En 1977, Francis, attiré par le punk et le rock dur, part à la recherche d’une chanteuse à la voix puissante et n’ayant pas froid aux yeux pour former un nouveau groupe, SIC. C’est là que Micheline fait son entrée dans l’histoire et dans la vie de Francis. Ils sont sur la même longueur d’onde, passionnés par la création brute et les paysages industriels d’où ils tirent tous leurs visuels artistiques. Le duo devient vite un couple. Début des années 80, désireux de continuer à expérimenter différents sons et courants, Micheline et Francis s’orientent vers la minimal wave. Ils se produisent dans des maisons de jeunes, comme le Coup de fusil, côtoient la plupart des musiciens carolos, enchainent les collaborations multiculturelles avec Interculture, une association de musiciens issus de l’immigration. «La musique prenait beaucoup de place dans nos vies», explique Micheline. «On n’en vivait pas, on travaillait d’ailleurs en journée, mais c’était plus qu’un loisir. C’était une respiration au quotidien. Notre mode d’expression.»
En territoires inconnus
Faute de temps, Micheline et Francis vont toutefois délaisser leurs instruments. Le couple est devenu une famille. Les priorités ont changé. Les contraintes se sont amplifiées. La musique, ils l’écoutent plus qu’ils ne la jouent. Pour se changer les idées, ils continuent à explorer, mais cette fois les paysages. À l’aube des années 2000, ils redécouvrent les terrils. Sur Terrils.be, ils entendent parler de la transterrilienne, un projet qui ambitionne de relier tous les terrils, et notent plein de bons plans pour accéder à ces différents lieux. Peu de gens s’intéressaient à l’époque à ces collines du Pays Noir. Les sentiers n’existaient pour ainsi dire pas. Le projet de transterrilienne est ensuite repris par l’équipe des Sentiers de Grande Randonnée (SGR) et en 2006, le topo-guide du sentier de GR412 des terrils, qui s’étend sur 300 km de Bernissart à Blegny-Mine, est édité. Une fois dans les mains de Micheline et Francis, ceux-ci ne le lâchent plus.
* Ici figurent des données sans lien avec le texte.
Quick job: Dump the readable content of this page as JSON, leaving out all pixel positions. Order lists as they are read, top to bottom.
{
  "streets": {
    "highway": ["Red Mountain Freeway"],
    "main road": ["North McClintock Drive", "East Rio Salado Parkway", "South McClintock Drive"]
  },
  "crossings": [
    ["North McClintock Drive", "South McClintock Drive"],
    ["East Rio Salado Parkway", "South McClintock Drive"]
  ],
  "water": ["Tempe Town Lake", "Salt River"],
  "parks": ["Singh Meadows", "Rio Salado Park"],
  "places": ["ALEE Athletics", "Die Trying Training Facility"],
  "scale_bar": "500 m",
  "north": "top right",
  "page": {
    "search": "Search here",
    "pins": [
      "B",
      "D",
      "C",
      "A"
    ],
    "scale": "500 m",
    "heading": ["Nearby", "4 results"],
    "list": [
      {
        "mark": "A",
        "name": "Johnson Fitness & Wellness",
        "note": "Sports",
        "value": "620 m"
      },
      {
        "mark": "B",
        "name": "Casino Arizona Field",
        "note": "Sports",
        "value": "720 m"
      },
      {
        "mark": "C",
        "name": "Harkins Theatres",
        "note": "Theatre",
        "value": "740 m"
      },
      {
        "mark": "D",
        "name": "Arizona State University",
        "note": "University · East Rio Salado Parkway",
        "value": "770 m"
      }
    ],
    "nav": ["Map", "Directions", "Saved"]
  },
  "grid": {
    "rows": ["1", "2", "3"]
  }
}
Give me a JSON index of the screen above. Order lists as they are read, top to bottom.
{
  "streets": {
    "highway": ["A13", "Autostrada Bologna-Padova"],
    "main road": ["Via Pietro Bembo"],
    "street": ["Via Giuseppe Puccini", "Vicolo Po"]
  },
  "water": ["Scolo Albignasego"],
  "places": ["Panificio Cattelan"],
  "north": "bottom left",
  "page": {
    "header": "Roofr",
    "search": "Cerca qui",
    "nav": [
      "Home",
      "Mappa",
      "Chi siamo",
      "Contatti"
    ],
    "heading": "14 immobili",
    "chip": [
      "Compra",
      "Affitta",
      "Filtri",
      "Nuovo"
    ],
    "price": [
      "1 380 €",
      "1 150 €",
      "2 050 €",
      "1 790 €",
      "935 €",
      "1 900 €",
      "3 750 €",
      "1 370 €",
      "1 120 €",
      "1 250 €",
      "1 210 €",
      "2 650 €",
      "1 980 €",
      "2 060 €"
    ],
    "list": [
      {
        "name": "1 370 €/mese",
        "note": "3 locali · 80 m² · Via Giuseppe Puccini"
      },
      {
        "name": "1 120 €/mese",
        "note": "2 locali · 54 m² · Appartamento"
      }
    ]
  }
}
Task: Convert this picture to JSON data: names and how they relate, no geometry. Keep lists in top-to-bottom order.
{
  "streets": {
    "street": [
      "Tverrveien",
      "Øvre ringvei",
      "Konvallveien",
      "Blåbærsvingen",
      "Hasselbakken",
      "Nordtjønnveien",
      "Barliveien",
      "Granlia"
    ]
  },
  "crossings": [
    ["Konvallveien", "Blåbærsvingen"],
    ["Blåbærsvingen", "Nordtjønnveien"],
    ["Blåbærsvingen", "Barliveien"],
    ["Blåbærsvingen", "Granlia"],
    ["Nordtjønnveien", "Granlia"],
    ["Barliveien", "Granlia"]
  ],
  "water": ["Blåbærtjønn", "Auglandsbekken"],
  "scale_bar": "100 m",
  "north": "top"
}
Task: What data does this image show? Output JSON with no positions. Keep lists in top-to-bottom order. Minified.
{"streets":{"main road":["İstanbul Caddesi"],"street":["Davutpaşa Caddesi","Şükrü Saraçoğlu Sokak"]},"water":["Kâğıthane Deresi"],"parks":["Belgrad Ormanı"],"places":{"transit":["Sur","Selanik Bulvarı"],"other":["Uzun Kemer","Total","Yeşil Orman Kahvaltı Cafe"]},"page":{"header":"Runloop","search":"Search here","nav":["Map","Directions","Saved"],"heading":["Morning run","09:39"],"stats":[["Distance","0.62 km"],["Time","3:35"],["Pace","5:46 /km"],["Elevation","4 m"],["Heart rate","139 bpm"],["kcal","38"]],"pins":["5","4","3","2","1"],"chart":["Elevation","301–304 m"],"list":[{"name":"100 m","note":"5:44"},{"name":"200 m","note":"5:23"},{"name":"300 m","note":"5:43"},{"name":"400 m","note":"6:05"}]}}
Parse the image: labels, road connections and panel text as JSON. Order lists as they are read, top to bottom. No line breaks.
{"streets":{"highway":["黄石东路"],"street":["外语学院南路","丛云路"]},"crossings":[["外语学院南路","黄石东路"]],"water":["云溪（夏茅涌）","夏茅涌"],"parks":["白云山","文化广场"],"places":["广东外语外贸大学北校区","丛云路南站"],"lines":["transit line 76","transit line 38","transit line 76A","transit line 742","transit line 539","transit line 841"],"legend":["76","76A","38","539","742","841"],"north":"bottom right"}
Étonnant pour d’anciens musiciens punk, non ?
«Les punks, ce sont des adeptes du Do It Yourself ! Ce ne sont pas des consommateurs classiques, mais des habitués du système D, qui aiment sortir des sentiers battus. On a toujours produit nos propres loisirs… Comment n’aurions-nous pas été séduits par l’idée de remonter sur les terrils ? C’était une aventure accessible en toute saison et à toute heure. Pas de chemin à suivre. Plein de trésors à débusquer (les terrils sont remplis de vestiges, de rails, de structures permettant notamment l’acheminement des schistes, de minéraux diversifiés, etc.), de végétaux à observer, d’histoires à reconstituer.» Micheline et Francis ouvrent rapidement un blog illustrant leurs pérégrinations, Cheminsdesterrils.be ; ce qui leur offre une belle visibilité et les encourage à continuer à arpenter les quelques 150 sites miniers que compte le bassin industriel de Charleroi.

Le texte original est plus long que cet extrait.